Let $M$ be the miquel point of $\triangle PQR$ wrt $\triangle ABC$. Claim:$\triangle MZX \sim \triangle MCP$ and similarly $\triangle MYX \sim \triangle MBP$ \begin{align*} \measuredangle MZX & \equiv \measuredangle MZP \\ & \stackrel{\omega_{C}}{=} MCP\\ \end{align*}And \begin{align*} \measuredangle MXZ & \equiv \measuredangle MXA \\ & \stackrel{\omega_{A}}{=} MQA\\ & \stackrel{\omega_{C}}{=} MPC\\ \end{align*}Hence by AA similarity criterion. We get that $\triangle MZX \sim \triangle MCP$ Similarly $\triangle MYX \sim \triangle MBP$. $\blacksquare$ Now by the similarities we get \begin{align*} & \frac{XY}{XM} = \frac{BP}{MP} & \dots (1)\\ & \frac{XZ}{XM} = \frac{CP}{MP} & \dots (2) \end{align*}Dividing (1) by (2) we get \[ \frac{YX}{XZ} = \frac{BP}{CP} \]Which is the desired result.
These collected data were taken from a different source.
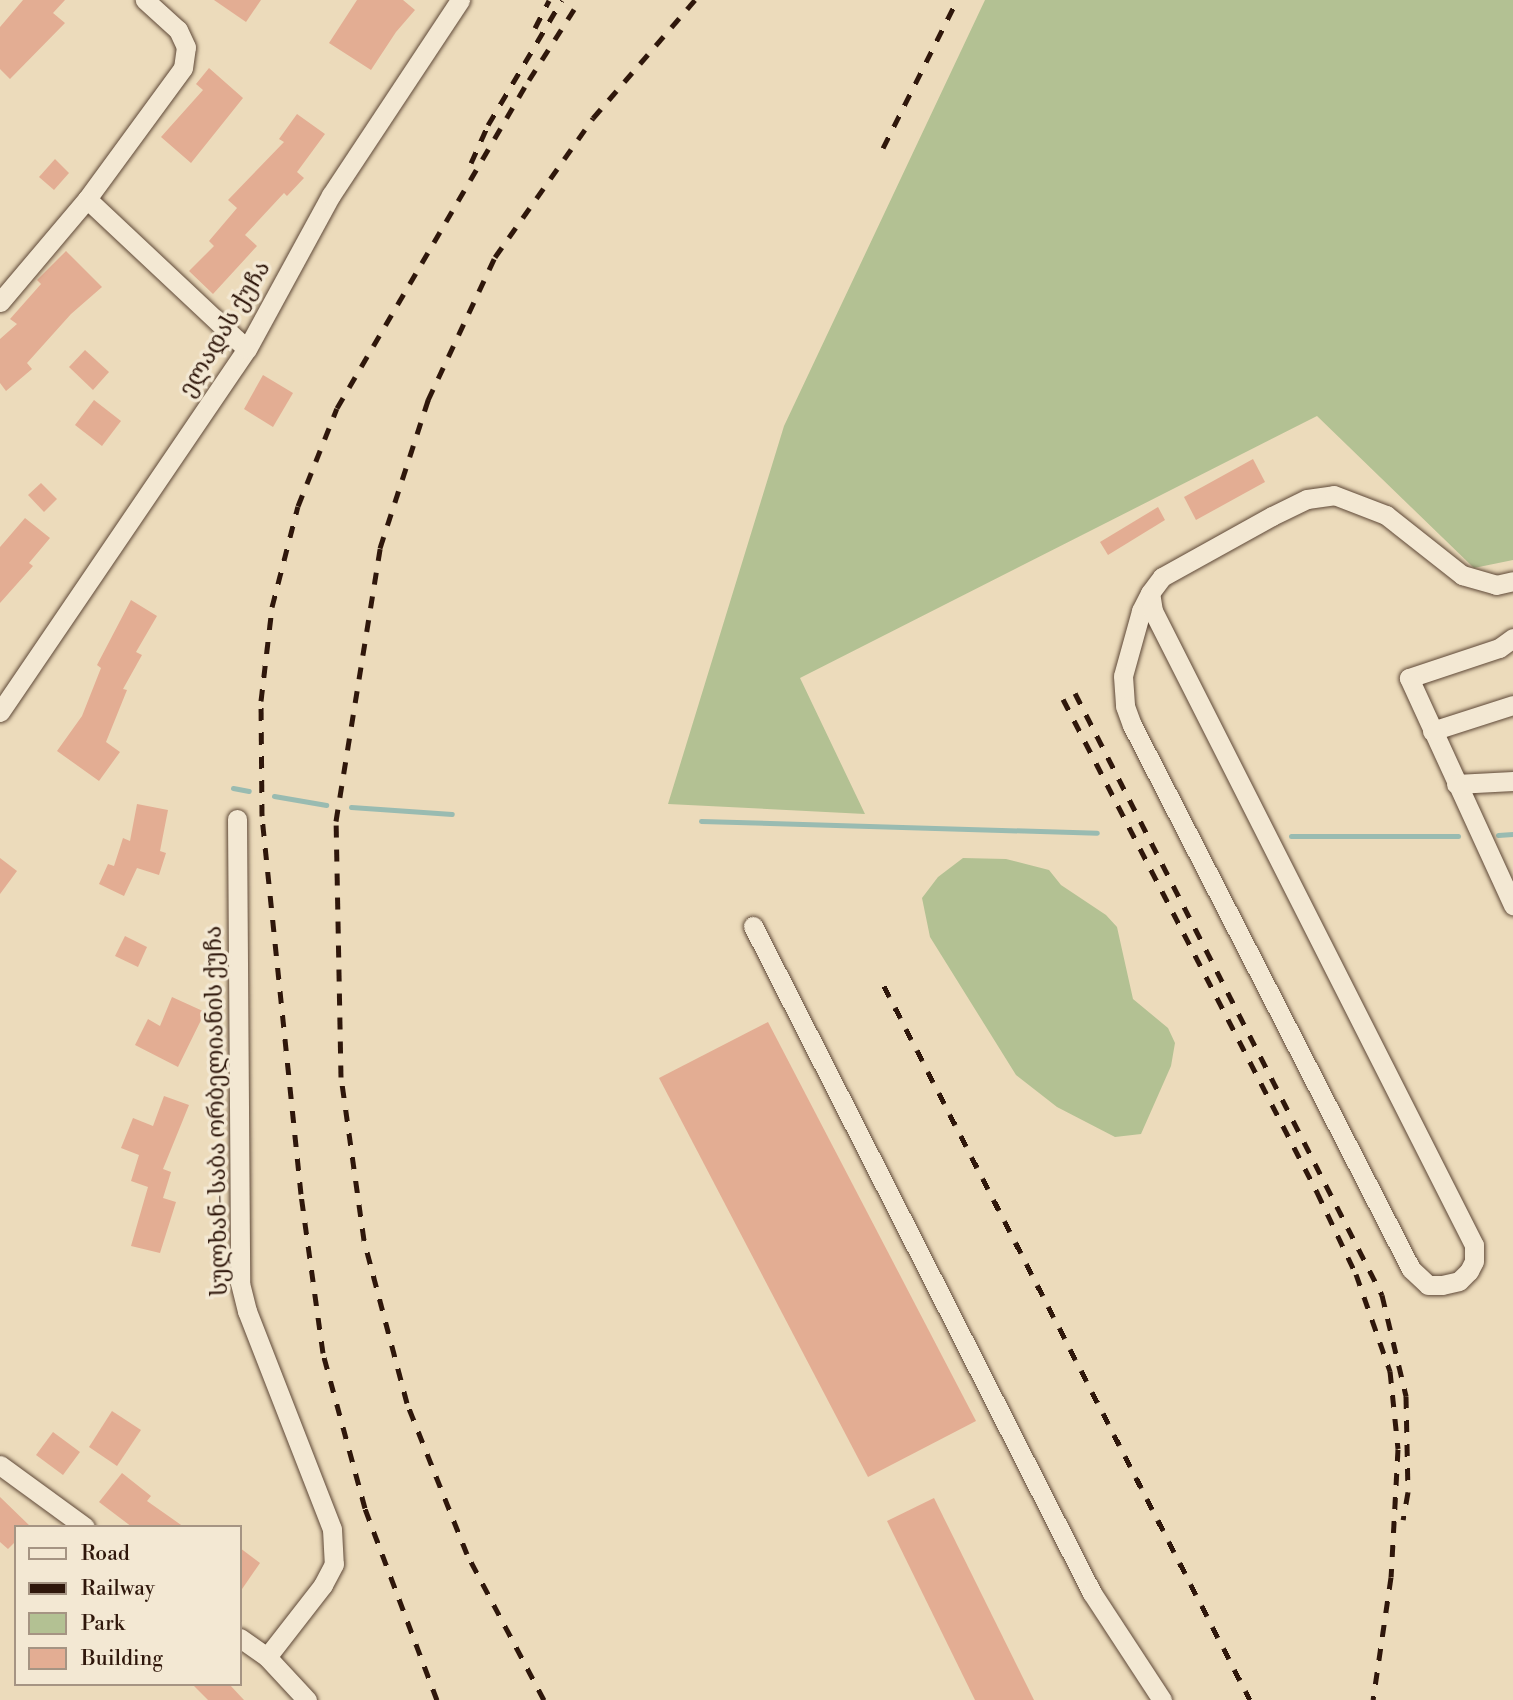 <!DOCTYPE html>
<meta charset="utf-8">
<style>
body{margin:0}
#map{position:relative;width:1513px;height:1700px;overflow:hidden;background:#ecdbbb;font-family:"Libre Bodoni","Noto Serif Georgian",serif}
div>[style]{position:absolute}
.green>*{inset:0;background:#b3c193}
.stream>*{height:5px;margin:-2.5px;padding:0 2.5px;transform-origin:2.5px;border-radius:2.5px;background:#99bbb1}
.building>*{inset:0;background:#e3ad93}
.roads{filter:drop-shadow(0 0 2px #5e4837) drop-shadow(0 0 2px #5e4837)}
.minor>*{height:19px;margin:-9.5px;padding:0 9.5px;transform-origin:9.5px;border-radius:9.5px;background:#f3e8d3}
.rail>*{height:5px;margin-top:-2.5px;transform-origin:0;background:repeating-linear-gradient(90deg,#2f170b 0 12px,transparent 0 24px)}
span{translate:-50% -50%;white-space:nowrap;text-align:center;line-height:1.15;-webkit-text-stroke:7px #f3e8d3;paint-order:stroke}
.street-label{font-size:23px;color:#2f170b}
.legend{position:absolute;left:14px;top:1525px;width:228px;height:161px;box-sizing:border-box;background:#f3e8d3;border:2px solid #a59483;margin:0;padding:9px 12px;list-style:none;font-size:21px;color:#2f170b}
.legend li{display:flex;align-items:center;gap:14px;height:35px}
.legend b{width:35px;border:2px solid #a59483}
</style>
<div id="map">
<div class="green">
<i style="clip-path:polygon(985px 0,1513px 0,1513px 560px,1474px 568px,1317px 416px,800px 678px,865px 814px,668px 804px,784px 426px)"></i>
<i style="clip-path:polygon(963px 858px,1006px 859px,1049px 870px,1061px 885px,1106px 915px,1117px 927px,1133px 999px,1168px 1028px,1175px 1043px,1171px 1066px,1141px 1134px,1115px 1137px,1057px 1107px,1016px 1075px,930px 937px,922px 898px,938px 877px)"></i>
</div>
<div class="stream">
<i style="left:233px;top:788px;width:16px;rotate:11deg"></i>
<i style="left:274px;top:796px;width:53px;rotate:9.8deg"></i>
<i style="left:351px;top:807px;width:101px;rotate:4deg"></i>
<i style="left:701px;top:821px;width:396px;rotate:1.7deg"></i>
<i style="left:1498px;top:835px;width:15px;rotate:-4deg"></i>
<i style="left:1291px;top:836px;width:167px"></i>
</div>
<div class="building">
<i style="clip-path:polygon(23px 0,65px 0,53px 13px,65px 23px,10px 79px,0 69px,0 27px)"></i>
<i style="clip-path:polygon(214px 0,261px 0,246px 22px)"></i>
<i style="clip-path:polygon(357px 0,403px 0,415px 10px,396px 32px,371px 70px,329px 43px)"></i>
<i style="clip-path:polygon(209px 68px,243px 98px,191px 163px,161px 137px,203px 90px,196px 84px)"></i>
<i style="clip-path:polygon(297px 114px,325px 134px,297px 172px,304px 178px,287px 196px,284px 193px,245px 235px,257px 246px,213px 294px,189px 271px,214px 246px,209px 241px,237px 208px,228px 200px,284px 142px,279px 139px)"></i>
<i style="clip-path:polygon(55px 159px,69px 173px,54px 190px,39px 177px)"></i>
<i style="clip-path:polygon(66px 251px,102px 287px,71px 314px,27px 363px,32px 369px,6px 391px,0 383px,0 339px,17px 324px,10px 319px,41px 284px,37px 280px)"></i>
<i style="clip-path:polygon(85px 350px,109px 372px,93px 390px,69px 367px)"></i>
<i style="clip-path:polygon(263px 375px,293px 393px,273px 427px,244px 409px)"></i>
<i style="clip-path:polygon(94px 400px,121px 421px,102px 446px,75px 425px)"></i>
<i style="clip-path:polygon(1253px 459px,1265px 482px,1196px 520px,1184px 497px)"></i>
<i style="clip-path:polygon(41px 483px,57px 499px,44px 512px,28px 495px)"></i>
<i style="clip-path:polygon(1158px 507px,1165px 520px,1108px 555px,1100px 542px)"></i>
<i style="clip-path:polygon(25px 518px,50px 538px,29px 563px,33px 566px,0 603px,0 547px)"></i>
<i style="clip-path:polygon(131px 600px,157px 616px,136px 652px,142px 655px,123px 689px,127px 690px,106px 742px,120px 752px,99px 781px,57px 751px,82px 716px,101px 668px,97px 665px)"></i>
<i style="clip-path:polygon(137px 804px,168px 810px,160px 851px,166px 853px,159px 875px,137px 868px,124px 896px,99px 884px,108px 864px,114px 866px,123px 838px,130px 841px)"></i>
<i style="clip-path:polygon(0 858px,17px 871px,0 894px)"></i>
<i style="clip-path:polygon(125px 936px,147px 947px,138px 967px,115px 956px)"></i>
<i style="clip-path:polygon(172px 997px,205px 1012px,178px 1067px,135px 1045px,148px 1019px,160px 1026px)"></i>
<i style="clip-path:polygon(768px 1022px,976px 1421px,868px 1477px,659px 1078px)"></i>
<i style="clip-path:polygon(164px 1096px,189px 1105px,163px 1169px,171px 1172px,163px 1198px,176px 1202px,160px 1253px,131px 1246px,148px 1187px,131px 1181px,139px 1155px,121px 1148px,133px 1118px,153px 1126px)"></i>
<i style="clip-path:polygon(112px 1411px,141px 1430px,117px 1466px,89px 1447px)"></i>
<i style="clip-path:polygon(53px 1432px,80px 1452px,63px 1475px,36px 1455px)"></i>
<i style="clip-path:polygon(122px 1473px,151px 1496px,147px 1501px,184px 1527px,132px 1527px,99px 1502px)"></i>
<i style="clip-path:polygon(0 1497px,31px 1527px,16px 1527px,16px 1541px,8px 1549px,0 1542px)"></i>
<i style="clip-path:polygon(934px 1498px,1034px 1700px,975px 1700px,887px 1521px)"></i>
<i style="clip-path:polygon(240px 1548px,260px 1563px,240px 1592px)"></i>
<i style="clip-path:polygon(192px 1684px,229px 1684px,244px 1700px,208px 1700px)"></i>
</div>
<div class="roads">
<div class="minor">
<i style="left:87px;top:199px;width:219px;rotate:43.2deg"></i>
<i style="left:0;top:302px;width:135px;rotate:-49.8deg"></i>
<i style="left:87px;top:199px;width:162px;rotate:-53.8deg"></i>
<i style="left:183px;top:68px;width:21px;rotate:-82deg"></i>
<i style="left:186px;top:47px;width:19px;rotate:-115deg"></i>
<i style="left:178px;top:30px;width:45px;rotate:-137.7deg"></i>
<i style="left:1150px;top:593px;width:20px;rotate:117deg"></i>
<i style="left:1141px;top:611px;width:67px;rotate:105.5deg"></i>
<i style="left:1123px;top:676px;width:30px;rotate:86deg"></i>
<i style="left:1125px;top:706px;width:20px;rotate:70deg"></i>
<i style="left:1132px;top:725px;width:611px;rotate:62.85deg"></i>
<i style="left:1411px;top:1269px;width:23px;rotate:43deg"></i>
<i style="left:1428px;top:1285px;width:14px"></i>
<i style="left:1442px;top:1285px;width:17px;rotate:-13deg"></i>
<i style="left:1459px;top:1281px;width:14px;rotate:-45deg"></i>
<i style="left:1469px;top:1271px;width:11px;rotate:-63deg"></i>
<i style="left:1474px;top:1261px;width:16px;rotate:-90deg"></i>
<i style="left:1474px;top:1245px;width:711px;rotate:-116.85deg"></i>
<i style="left:1153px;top:611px;width:18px;rotate:-99deg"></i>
<i style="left:1150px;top:593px;width:20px;rotate:-53deg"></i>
<i style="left:1162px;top:577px;width:126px;rotate:-29deg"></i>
<i style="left:1272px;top:516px;width:39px;rotate:-26deg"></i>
<i style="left:1307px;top:499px;width:27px;rotate:-8deg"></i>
<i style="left:1334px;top:495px;width:56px;rotate:21deg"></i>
<i style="left:1386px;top:515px;width:97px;rotate:38.3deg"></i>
<i style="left:1462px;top:575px;width:35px;rotate:16deg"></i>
<i style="left:1496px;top:585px;width:17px;rotate:-13deg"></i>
<i style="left:1513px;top:638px;width:17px;rotate:144deg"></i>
<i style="left:1499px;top:648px;width:95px;rotate:161.6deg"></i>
<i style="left:1409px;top:678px;width:250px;rotate:65.4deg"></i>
<i style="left:0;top:712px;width:439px;rotate:-55.8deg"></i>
<i style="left:247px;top:349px;width:175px;rotate:-61.4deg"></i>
<i style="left:331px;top:195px;width:234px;rotate:-56.5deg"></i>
<i style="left:1432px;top:731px;width:85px;rotate:-17.8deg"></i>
<i style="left:1456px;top:784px;width:57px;rotate:-3deg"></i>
<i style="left:237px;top:819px;width:464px;rotate:89.6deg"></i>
<i style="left:240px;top:1283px;width:29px;rotate:76deg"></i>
<i style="left:247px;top:1311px;width:234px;rotate:68.7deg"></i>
<i style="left:332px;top:1529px;width:35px;rotate:87deg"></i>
<i style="left:334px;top:1564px;width:24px;rotate:118deg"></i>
<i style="left:323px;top:1585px;width:91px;rotate:127.9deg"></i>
<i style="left:753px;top:926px;width:748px;rotate:63.06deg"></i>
<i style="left:1092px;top:1593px;width:128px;rotate:56.8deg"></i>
<i style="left:0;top:1465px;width:105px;rotate:36.1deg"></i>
<i style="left:240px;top:1638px;width:33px;rotate:35deg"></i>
<i style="left:267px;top:1657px;width:59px;rotate:47.1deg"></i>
</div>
</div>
<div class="rail">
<i style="left:535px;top:28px;width:31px;rotate:-63deg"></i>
<i style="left:883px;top:148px;width:165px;rotate:-63.4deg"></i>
<i style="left:471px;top:163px;width:42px;rotate:-65.9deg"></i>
<i style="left:488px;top:125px;width:145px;rotate:-59.4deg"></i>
<i style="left:1075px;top:693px;width:676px;rotate:62.98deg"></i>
<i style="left:1382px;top:1295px;width:104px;rotate:76.6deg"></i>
<i style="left:1406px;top:1396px;width:96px;rotate:88.8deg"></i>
<i style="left:1408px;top:1492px;width:28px;rotate:100deg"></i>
<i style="left:1063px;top:699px;width:555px;rotate:62.74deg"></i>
<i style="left:1317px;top:1192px;width:91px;rotate:64.6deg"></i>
<i style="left:1356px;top:1274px;width:103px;rotate:70.7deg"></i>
<i style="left:1390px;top:1371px;width:78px;rotate:84.1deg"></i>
<i style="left:1398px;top:1449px;width:128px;rotate:93.1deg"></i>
<i style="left:1391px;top:1577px;width:124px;rotate:98.3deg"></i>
<i style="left:884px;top:986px;width:802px;rotate:62.86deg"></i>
<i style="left:437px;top:1700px;width:205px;rotate:-110.6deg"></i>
<i style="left:365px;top:1508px;width:161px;rotate:-105.2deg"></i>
<i style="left:323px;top:1353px;width:161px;rotate:-97.9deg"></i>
<i style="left:301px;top:1194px;width:380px;rotate:-95.9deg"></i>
<i style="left:262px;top:816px;width:115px;rotate:-90.5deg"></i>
<i style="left:261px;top:701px;width:95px;rotate:-83.3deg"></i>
<i style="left:272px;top:607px;width:104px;rotate:-75.6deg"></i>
<i style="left:298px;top:506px;width:105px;rotate:-68.3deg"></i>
<i style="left:337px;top:408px;width:380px;rotate:-59.7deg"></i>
<i style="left:529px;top:80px;width:95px;rotate:-57.5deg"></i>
<i style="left:544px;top:1700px;width:165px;rotate:-117.8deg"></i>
<i style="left:467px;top:1554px;width:162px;rotate:-111.7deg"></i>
<i style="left:407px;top:1403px;width:169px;rotate:-104.8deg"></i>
<i style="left:364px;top:1240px;width:165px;rotate:-98deg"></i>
<i style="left:341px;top:1077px;width:256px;rotate:-91.1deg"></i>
<i style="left:336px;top:821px;width:277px;rotate:-80.8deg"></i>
<i style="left:380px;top:548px;width:156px;rotate:-72deg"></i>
<i style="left:428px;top:400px;width:158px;rotate:-64.9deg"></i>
<i style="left:495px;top:257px;width:170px;rotate:-54.8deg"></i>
<i style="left:593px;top:118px;width:156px;rotate:-49.2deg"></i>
</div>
<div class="street-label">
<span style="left:225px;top:329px;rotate:-59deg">ელადას ქუჩა</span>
<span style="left:217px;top:1111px;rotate:-91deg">სულხან-საბა ორბელიანის ქუჩა</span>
</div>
<ul class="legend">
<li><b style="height:9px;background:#f3e8d3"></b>Road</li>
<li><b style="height:9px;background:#2f170b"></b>Railway</li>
<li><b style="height:19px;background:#b3c193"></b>Park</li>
<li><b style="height:19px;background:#e3ad93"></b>Building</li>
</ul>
</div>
Let $S$ be the intersection of the three circles. I claim that $S$ is the center of a spiral similarity taking $Y\to B,X\to P, Z\to C$. Clearly this finishes the problem. Note that \[\angle SYZ=\angle SYP=\angle SBP,\]so $SYZ$ and $SBC$ are similar. Now \[\angle YSX=\angle YSR+\angle XSR=\angle YBR+\angle XAR=\angle BYP=\angle BSP,\]as desired. $\blacksquare$

$ $

The spirality returns... Let the intersection of the three circles be $M$. The spiral similarity centered at $M$ that sends $BC$ to $YZ$ shows that $\triangle MBC \sim \triangle MYZ$ (which is also a two-step angle chase, as usual). Meanwhile, \[\angle MXY = \angle MXA = \angle MRA = \angle MPC,\]which means $\triangle MXY \sim \triangle MPB$. $\angle MXZ = \angle MPC$ and $\triangle MXZ \sim \triangle MPC$ immediately follows. We then have that $\tfrac{MX}{XY}=\tfrac{MP}{PB}$ and $\tfrac{MX}{XZ}=\tfrac{MP}{PC}$, and dividing gives $\tfrac{XZ}{XY}=\tfrac{PC}{PB}$, equivalent to the condition. $\blacksquare$

What Miquel point? Let $W = RY \cap QZ$. Now $\triangle WYZ \stackrel{+}{\sim} \triangle ABC$ as $\measuredangle WYZ = \measuredangle RYP = \measuredangle RBP = \measuredangle ABC$ and $\measuredangle WZY = \measuredangle QZP = \measuredangle QCP = \measuredangle ACB$. Indeed, $\measuredangle RAQ = \measuredangle BAC = \measuredangle YWZ = \measuredangle RWQ$, so $W$ lies on $\omega_A$. Now we can check $\measuredangle YWX = \measuredangle RWX = \measuredangle RAX = \measuredangle BAP$, so $X$ and $P$ are in corresponding positions under this similarity, which obviously implies the desired conclusion.